Emil had permission to live with his family outside of the Pale of Settlement, and Osip grew up in the imperial capital of St. Petersburg. There, beginning at age 8, he attended the prestigious Tenishev school, in whose literary journal he published some of his first poems.
Conversion of convenience
Toward the end of high school, a period of high revolutionary ferment, Osip had a flirtation with a socialist-revolutionary organization. To remove him from harm’s way, his parents sent him to Paris. He spent the next three years there, and in Heidelberg and Switzerland, studying, writing poetry and meeting with like-minded fellow artists.
He returned to St. Petersburg in 1911, and on a brief visit to Finland, joined the Finnish Methodist church, a move apparently intended to allow him to gain admission to St. Petersburg University, which had a strict quota on Jewish students. He was only a mediocre student, and left the university before graduating, in 1915.
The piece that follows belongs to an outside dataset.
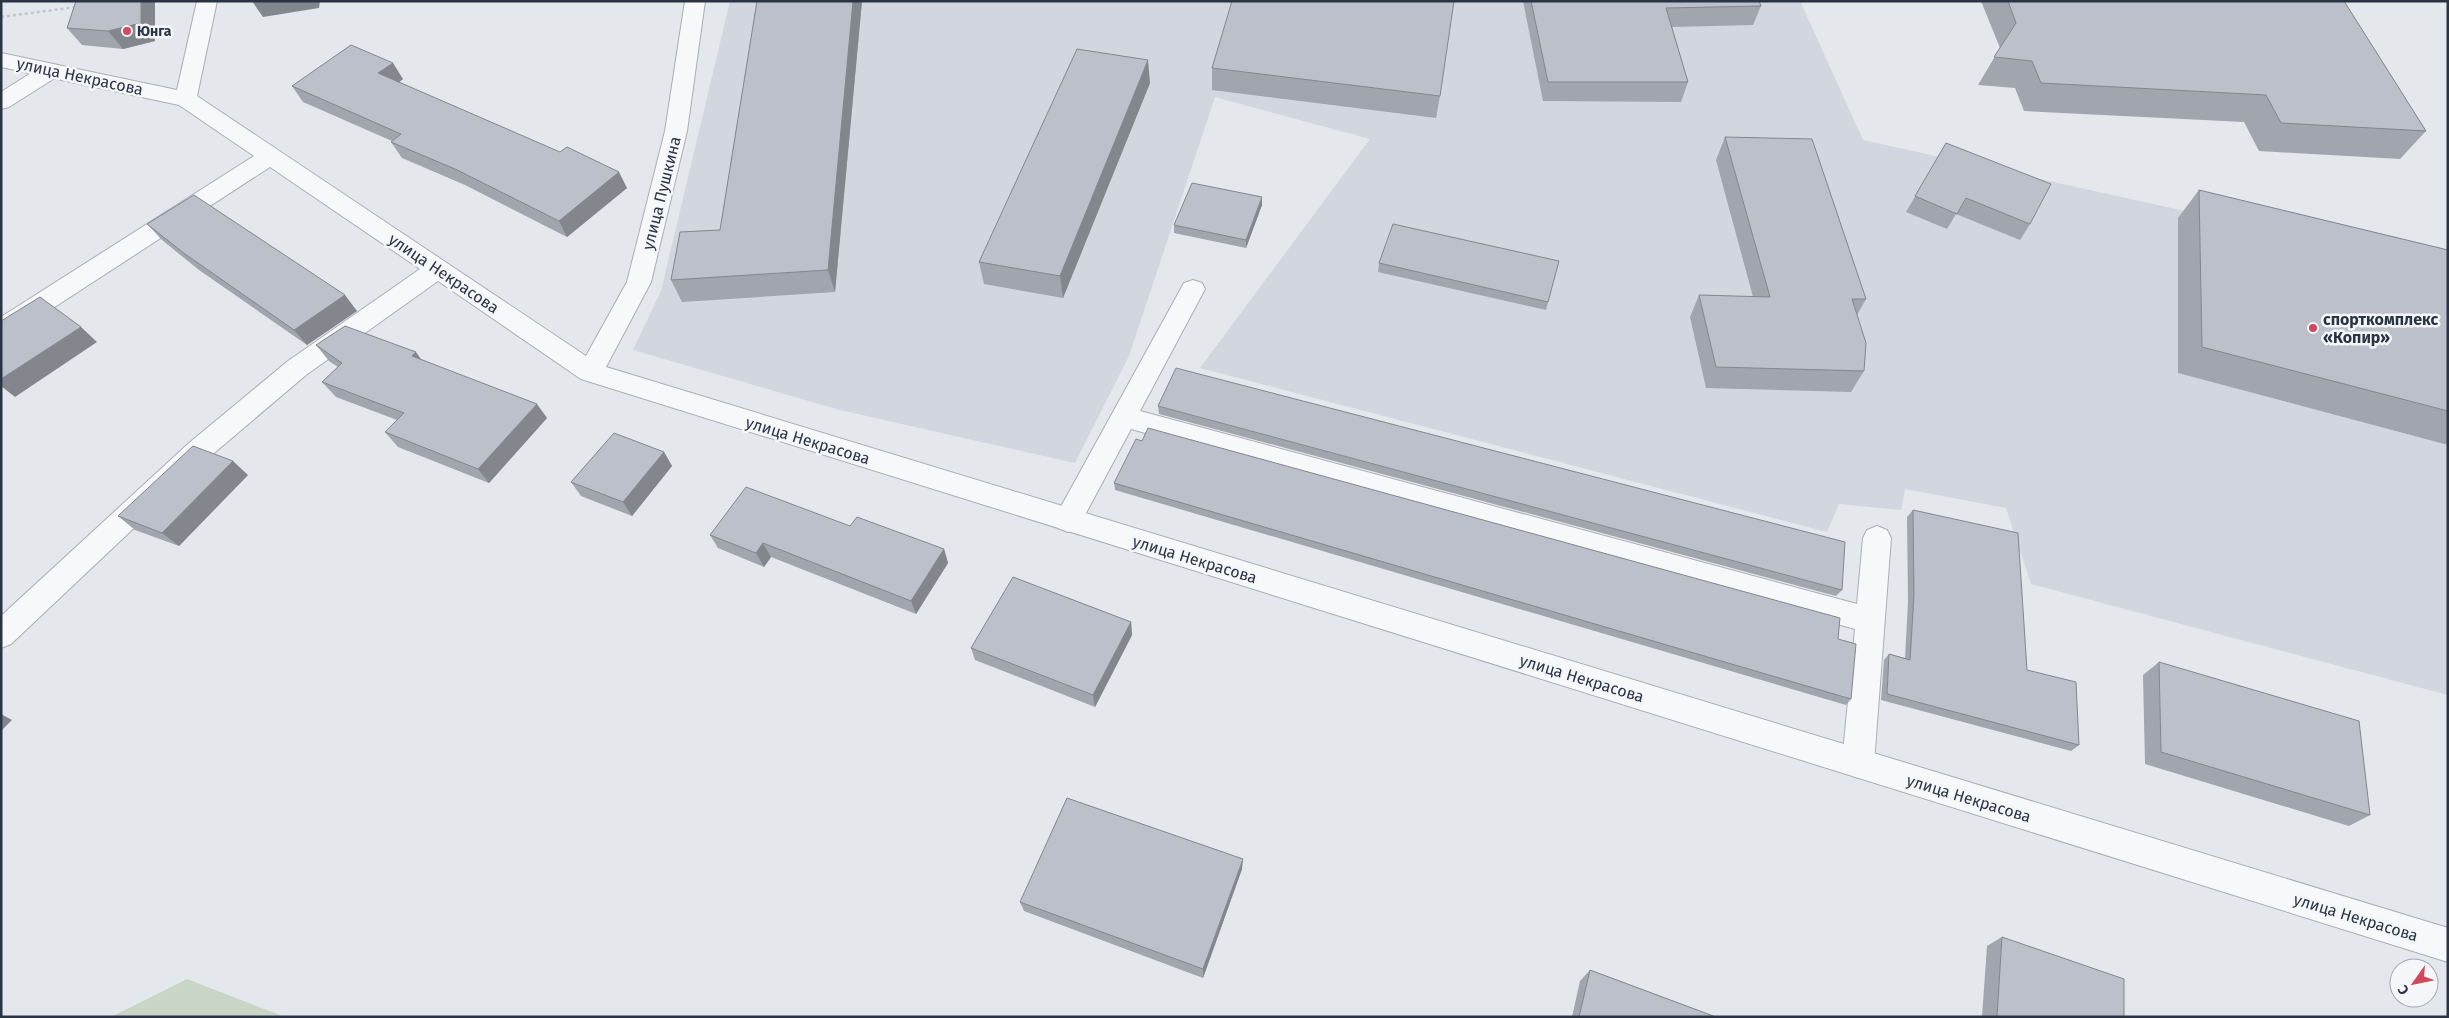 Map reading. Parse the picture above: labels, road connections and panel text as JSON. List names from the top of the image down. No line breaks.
{"streets":{"street":["улица Некрасова","улица Пушкина"]},"crossings":[["улица Некрасова","улица Пушкина"]],"places":["Юнга","спорткомплекс «Копир»"],"north":"bottom left"} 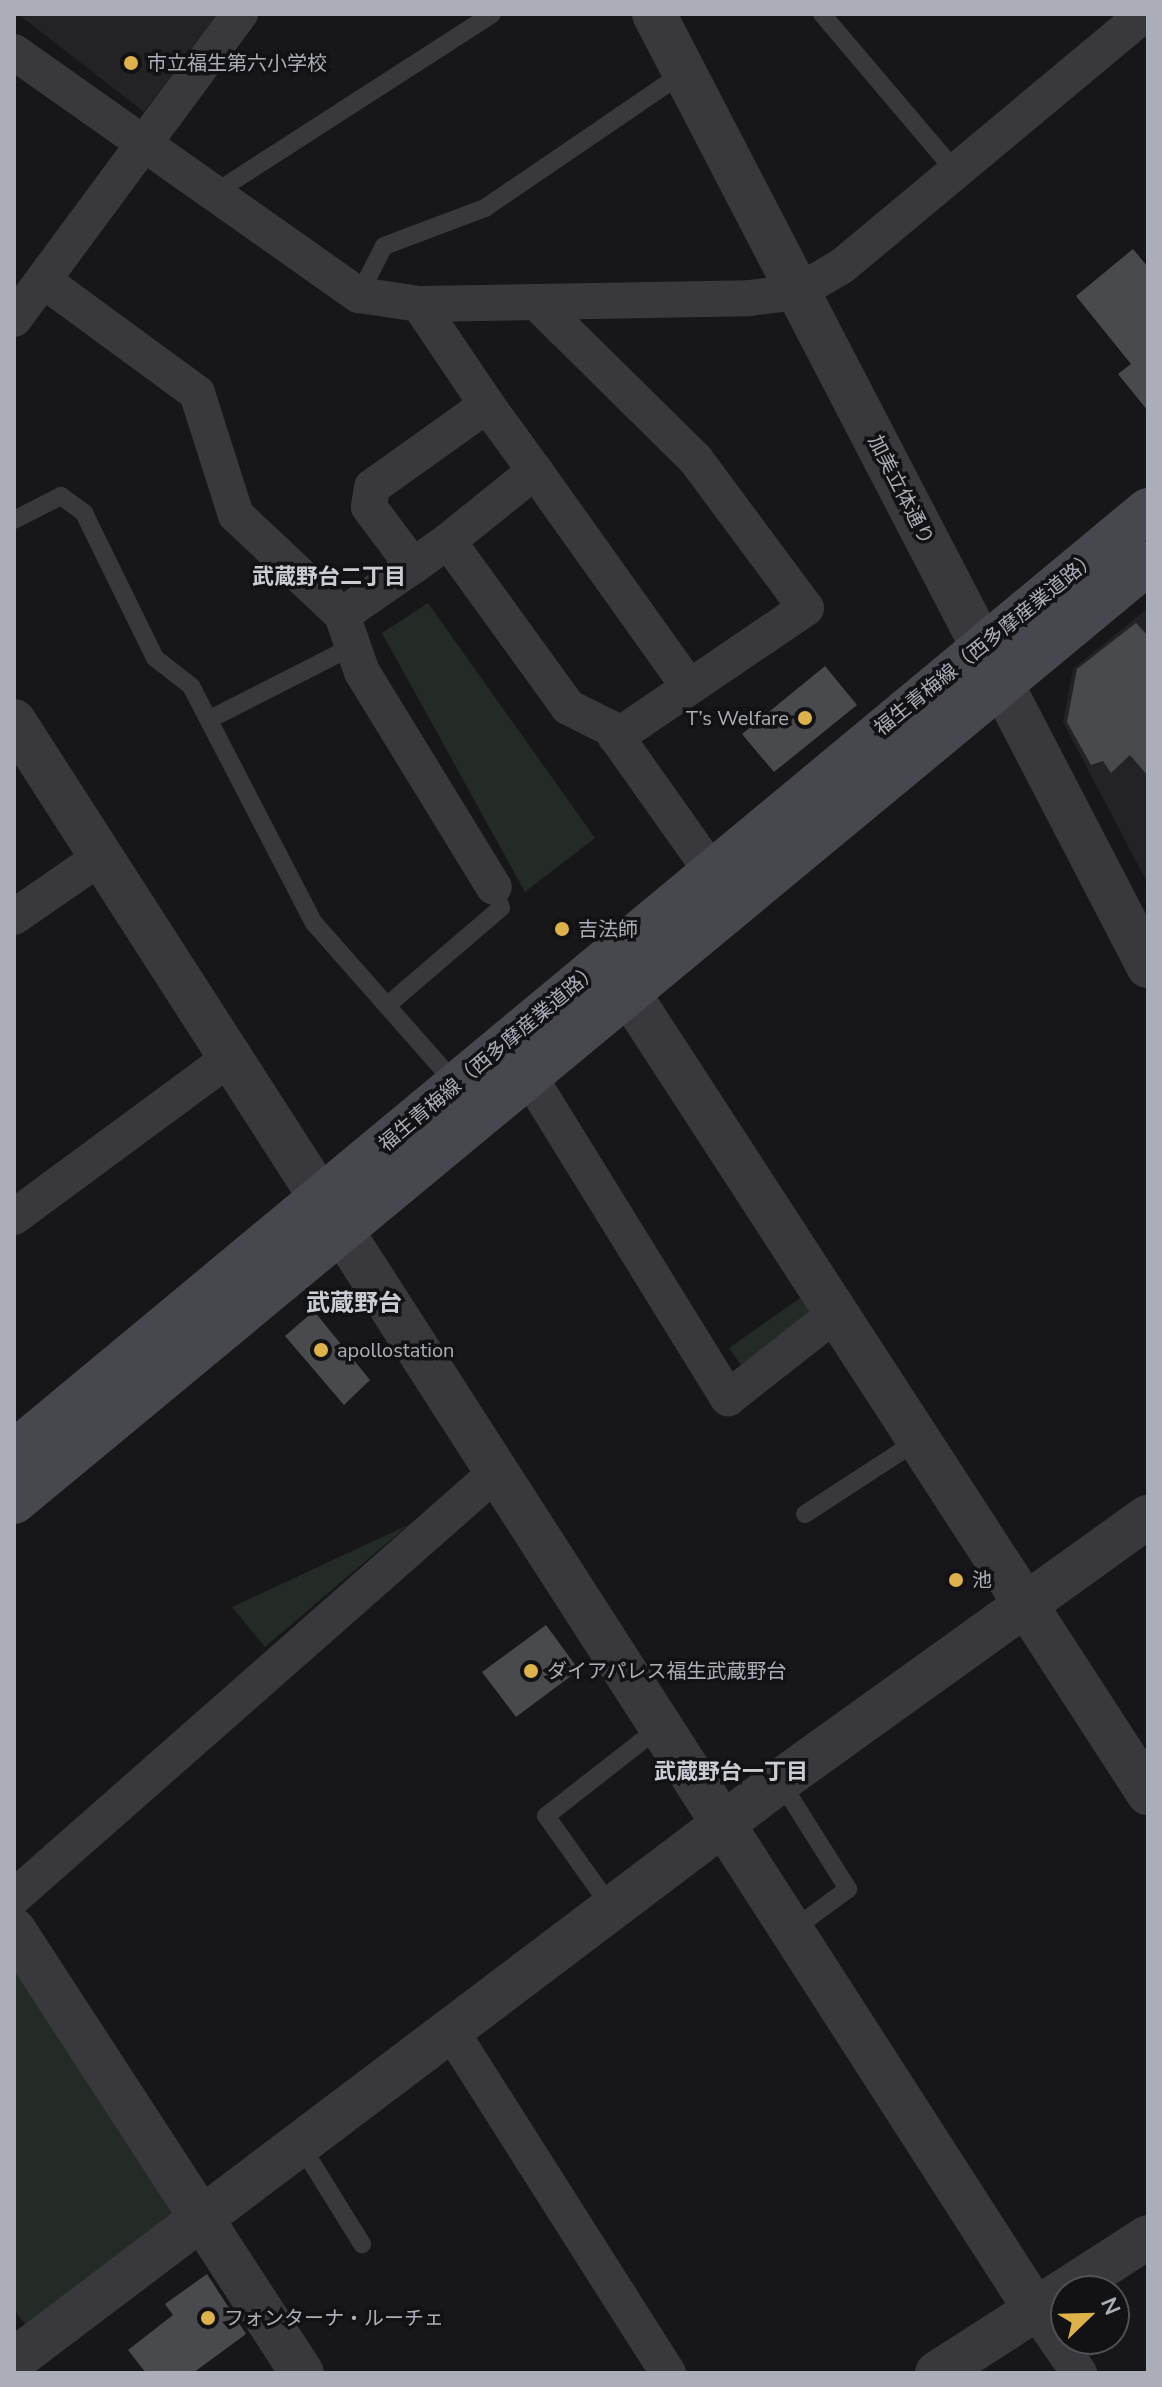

At the same time, Mandelstam was becoming involved with a group of poets, including Anna Akhmatova and her then-husband Nikolai Gumilyov, who rejected the then-fashionable mysticism of Russian Symbolism, and forged a literary movement they called Acmeism. Mandelstam began publishing in Russia’s leading literary journal, Apollon, and in 1913, he brought out his first small book of poetry, called “Kamen” (Stone), whose publication was underwritten by his father.
Mandelstam did not enlist in World War I, and though he was sympathetic to the revolution in 1917, he did not support the Bolsheviks in the civil war. In 1919, he began a relationship with writer Nadezhda Yakovlevna Khazina; they formally married in 1922 and settled in Moscow. That same year he published the poetry collection “Tristia,” a masterpiece of romantic humanism.
'Slayer of peasants'
Mandelstam’s political troubles began in the 1930s, under Stalin. By then, he had given up poetry for essays, travel literature and fiction, before returning to verse. As he witnessed the communist regime’s cruel experiments in social engineering, he gave voice to his revulsion in poetry, writing his “Stalin Epigram” in 1933, in which he referred to the dictator as a “slayer of peasants.”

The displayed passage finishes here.